2014 BMW 3 Series Gran Turismo is the duckbill platypus of the BMW line. It’s as if Mother Nature took a 3 Series sedan into her hands, tugged and pulled at it for a while, then set it down and shrugged her shoulders. And yet for all this, we’ve had two people (no, actually it’s three) come right up and tell us that this is exactly the BMW that they’re looking for.
It’s all a matter of passenger space. The 3 Series GT has been stretched over a long, 115.0-inch wheelbase, and now this 3 Series car has the big back seat that even car enthusiasts demand, perhaps because they feel guilty about having too much fun behind the wheel without paying some lip service to people-hauling practicality.
While the BMW 5 Series sedan seems too big (and too expensive), and the BMW 3 Series sedan is too small, the BMW 3 Series Gran Turismo meets the Goldilocks standard.
Not too big and not too small
Things feel just right on the inside of the 3 Series GT, too. You sit about an inch higher than you would in a 3 Series sedan, and the rear passengers get 4.1 inches more legroom. Everyone gets more headroom, too. Plus the large hatchback reveals 18.4 cubic-feet of trunk capacity, which expands to 56.5 cubic feet when the 40/20/40-split rear seat flips down. In comparison, the BMW 3 Series sedan has a trunk that holds 13.0 cubic-feet of stuff.
Hatchback-style sedans like the 2014 BMW 3 Series Gran Turismo have come and gone in Europe over the years without being embraced by Americans. But now the Audi A7 and BMW 5 Series GT have made these platypus-style hatchback sedans kind of appealing, especially in China where extreme styling combined with passenger utility has come to define what a Chinese car is meant to be all about.
Growls like a bear, but still a BMW
This car is rated at 22 mpg City/33 mpg Highway and 26 mpg Combined, so it has that daily practicality. At the same time, we found that 241 hp and 258 lb-ft of torque were enough to get us really rolling on the weaving two-lane roads between Seattle and Vancouver, B.C.
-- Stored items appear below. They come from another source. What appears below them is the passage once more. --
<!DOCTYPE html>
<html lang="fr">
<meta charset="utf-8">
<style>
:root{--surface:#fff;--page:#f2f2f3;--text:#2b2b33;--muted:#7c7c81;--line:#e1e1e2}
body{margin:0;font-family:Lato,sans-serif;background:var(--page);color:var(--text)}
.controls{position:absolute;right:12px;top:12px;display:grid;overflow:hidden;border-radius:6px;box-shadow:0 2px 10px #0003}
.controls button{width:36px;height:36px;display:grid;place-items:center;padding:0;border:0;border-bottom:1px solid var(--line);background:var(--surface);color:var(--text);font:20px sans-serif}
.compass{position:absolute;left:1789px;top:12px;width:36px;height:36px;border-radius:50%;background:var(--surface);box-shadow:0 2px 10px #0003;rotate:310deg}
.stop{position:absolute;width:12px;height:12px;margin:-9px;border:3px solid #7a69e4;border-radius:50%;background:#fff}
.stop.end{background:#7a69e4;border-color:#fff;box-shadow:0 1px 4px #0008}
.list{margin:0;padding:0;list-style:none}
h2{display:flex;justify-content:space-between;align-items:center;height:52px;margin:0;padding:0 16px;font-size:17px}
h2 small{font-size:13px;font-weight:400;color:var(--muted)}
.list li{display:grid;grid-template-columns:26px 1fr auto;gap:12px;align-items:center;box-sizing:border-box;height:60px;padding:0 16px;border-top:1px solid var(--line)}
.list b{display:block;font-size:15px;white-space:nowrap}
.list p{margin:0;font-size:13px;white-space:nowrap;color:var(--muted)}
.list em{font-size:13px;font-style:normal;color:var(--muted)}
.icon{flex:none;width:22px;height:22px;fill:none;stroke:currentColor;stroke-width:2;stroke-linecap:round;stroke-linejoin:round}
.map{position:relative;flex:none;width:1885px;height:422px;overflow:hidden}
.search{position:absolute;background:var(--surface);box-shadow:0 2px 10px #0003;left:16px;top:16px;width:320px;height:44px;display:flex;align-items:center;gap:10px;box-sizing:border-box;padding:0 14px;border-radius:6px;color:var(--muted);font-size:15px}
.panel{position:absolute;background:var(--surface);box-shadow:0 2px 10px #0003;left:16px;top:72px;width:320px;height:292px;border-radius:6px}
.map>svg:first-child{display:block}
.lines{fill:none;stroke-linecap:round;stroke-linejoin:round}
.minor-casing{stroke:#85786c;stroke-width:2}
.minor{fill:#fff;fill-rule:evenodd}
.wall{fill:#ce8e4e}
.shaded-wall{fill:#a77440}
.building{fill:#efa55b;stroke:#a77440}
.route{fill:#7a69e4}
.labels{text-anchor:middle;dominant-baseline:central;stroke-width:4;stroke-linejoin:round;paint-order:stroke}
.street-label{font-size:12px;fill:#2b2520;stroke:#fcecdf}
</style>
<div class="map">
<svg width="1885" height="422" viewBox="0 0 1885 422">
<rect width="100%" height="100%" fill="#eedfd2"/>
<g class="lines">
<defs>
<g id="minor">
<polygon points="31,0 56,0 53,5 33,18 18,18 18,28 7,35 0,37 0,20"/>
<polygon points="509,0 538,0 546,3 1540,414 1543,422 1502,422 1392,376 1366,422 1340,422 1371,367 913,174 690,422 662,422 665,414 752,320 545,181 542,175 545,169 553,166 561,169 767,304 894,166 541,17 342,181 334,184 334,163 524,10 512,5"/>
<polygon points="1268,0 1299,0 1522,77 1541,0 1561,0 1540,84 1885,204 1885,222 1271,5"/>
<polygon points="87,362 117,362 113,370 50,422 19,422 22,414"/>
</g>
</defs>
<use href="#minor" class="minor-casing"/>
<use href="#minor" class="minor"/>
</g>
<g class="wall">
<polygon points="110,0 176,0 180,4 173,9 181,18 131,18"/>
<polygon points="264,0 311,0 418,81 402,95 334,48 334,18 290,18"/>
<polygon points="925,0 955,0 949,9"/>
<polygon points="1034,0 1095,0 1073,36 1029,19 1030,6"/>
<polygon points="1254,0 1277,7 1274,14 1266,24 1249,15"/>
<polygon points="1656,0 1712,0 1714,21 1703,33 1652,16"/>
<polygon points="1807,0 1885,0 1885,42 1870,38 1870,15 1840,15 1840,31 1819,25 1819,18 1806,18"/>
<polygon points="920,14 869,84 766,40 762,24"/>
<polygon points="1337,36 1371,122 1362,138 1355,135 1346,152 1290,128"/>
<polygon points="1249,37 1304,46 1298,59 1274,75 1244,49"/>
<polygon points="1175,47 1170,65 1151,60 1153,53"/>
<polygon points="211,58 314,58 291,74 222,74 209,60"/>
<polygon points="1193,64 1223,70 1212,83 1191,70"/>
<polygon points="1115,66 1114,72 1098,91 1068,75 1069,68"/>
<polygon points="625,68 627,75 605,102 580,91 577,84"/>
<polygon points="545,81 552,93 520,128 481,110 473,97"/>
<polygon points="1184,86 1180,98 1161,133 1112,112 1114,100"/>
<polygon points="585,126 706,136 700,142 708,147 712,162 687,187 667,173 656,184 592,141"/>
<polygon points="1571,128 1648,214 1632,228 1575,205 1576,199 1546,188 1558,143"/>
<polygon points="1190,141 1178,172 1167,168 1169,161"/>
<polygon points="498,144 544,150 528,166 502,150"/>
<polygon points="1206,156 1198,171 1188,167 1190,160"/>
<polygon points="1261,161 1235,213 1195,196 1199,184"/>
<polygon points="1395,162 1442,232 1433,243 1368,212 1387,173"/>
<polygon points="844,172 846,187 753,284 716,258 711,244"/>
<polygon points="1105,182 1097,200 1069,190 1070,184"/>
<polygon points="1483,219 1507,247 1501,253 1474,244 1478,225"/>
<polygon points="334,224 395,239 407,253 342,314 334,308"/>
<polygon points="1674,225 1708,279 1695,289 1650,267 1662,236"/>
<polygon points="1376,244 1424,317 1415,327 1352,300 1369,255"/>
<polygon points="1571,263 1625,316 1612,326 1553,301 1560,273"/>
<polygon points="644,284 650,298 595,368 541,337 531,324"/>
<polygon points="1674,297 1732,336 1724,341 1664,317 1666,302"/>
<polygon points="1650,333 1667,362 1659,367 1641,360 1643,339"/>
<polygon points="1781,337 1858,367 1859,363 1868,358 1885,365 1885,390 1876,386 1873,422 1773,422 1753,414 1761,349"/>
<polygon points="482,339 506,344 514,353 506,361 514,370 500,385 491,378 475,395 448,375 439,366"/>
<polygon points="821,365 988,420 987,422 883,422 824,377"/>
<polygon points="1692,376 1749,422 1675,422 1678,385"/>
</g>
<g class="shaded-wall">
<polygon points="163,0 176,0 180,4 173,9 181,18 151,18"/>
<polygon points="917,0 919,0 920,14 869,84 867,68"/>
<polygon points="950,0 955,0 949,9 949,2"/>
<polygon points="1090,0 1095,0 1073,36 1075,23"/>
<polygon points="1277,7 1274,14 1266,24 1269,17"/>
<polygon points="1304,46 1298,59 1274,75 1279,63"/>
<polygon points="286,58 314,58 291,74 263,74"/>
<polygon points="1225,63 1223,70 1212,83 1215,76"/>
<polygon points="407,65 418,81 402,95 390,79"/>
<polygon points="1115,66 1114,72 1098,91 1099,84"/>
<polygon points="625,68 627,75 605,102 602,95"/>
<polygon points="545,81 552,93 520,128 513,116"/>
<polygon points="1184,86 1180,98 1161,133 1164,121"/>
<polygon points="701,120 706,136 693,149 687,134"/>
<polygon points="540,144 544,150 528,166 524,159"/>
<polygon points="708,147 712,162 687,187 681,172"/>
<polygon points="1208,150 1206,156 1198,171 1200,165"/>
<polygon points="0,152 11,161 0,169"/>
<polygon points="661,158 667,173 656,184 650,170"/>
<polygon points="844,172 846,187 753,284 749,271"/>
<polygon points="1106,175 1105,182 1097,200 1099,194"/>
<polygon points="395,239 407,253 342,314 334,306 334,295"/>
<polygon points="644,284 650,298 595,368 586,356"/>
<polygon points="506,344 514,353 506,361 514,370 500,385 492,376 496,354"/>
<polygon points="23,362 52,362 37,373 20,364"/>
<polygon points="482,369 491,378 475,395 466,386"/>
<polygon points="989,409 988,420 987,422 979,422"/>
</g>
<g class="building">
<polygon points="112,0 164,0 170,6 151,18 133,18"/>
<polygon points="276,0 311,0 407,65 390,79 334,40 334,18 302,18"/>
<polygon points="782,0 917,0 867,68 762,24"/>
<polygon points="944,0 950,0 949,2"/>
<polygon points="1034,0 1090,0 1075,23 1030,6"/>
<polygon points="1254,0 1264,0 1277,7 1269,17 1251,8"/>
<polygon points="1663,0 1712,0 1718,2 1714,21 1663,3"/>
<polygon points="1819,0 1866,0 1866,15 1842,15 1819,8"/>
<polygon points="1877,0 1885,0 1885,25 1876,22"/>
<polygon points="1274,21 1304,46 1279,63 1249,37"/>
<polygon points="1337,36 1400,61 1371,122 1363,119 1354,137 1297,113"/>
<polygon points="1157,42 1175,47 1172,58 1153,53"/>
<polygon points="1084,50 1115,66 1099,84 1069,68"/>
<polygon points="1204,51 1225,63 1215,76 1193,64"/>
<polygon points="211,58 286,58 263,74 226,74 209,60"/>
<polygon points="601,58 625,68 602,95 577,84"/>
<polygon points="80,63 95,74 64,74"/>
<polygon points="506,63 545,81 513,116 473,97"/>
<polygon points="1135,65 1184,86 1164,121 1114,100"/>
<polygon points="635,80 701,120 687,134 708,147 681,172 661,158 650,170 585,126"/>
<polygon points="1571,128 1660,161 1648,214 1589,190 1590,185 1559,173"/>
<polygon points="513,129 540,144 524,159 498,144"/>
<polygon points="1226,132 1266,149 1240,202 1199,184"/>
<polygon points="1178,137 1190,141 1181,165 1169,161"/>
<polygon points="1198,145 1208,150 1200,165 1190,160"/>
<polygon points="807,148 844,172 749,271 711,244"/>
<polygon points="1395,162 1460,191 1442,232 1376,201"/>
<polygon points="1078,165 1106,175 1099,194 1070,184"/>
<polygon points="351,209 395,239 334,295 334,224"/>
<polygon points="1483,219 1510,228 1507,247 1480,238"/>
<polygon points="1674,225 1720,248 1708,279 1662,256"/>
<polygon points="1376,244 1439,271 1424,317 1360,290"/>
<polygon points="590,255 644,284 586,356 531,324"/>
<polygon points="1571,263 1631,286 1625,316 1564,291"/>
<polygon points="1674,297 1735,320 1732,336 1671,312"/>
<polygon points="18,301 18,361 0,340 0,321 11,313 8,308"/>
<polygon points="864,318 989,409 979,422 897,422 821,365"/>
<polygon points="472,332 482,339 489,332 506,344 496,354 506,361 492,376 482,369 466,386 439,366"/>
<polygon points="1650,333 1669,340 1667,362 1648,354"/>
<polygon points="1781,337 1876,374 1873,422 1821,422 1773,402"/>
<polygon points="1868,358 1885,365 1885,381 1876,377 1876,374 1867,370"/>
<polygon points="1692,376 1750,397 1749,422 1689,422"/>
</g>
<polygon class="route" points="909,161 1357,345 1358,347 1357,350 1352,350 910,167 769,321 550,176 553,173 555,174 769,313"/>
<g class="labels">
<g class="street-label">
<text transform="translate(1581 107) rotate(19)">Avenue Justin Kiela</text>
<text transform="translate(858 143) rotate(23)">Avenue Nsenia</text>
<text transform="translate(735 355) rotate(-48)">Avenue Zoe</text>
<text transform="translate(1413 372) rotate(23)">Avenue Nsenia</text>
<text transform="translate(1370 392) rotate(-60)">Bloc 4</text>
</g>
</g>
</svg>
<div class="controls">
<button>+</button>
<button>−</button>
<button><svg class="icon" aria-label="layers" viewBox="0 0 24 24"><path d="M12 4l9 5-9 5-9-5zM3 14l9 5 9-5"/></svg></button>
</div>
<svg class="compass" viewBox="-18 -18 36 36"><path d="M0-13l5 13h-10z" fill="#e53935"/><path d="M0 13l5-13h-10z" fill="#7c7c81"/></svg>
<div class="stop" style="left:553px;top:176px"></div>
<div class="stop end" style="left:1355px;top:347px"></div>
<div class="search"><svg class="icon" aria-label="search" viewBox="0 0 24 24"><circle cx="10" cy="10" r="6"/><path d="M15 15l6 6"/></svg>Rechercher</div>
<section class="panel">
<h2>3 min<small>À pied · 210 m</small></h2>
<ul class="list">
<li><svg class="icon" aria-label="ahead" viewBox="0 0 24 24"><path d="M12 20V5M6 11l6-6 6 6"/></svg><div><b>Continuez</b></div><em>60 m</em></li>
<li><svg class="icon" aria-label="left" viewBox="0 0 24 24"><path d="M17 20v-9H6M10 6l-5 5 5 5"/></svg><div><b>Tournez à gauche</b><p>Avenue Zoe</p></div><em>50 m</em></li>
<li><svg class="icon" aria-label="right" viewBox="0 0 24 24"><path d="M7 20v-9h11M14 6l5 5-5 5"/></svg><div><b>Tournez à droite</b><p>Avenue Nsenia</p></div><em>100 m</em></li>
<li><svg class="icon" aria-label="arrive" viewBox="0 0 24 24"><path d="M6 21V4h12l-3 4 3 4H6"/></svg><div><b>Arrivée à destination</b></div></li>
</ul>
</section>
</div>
This engine is far from a half-hearted engineering exercise, as the architecture for this long-stroke, 1997-cc inline-4 is derived from the current N55 inline-6. Meanwhile, a twin-scroll turbo ensures that the boost spools up at low rpm and then carries through to peak rpm, variable valve timing on both the intake and exhaust cams swells the power curve down low, and direct fuel injection makes possible a relatively high 10.0:1 compression ratio that helps deliver crisp acceleration. All this and an eight-speed automatic transmission make for some serious BMW motoring.
While the wheelbase of 115 inches and curb weight of 3915 pounds suggest platypus-style handling, the all-wheel-drive GT still feels like a BMW. If you want the car to feel even more like a BMW, you just order the M Sport trim package, which includes plenty of distinctive aero bodywork, a slightly more aggressive suspension calibration with a ride height that’s lower by 0.4 inches, 18- or 19-inch wheels with low-profile tires, and a quick-shifting version of the BMW eight-speed transmission.
With the 2014 BMW 328i xDrive Gran Turismo, what we really have is simply a plus-size BMW 3 Series, a small car made slightly bigger. In fact, what we really have is a classic BMW 5 Series, which was also a small car made big, not the big car made small that it has become in recent years. Now, if we can only make the BMW 3 Series GT look more like a classic BMW 5 Series and less like a platypus.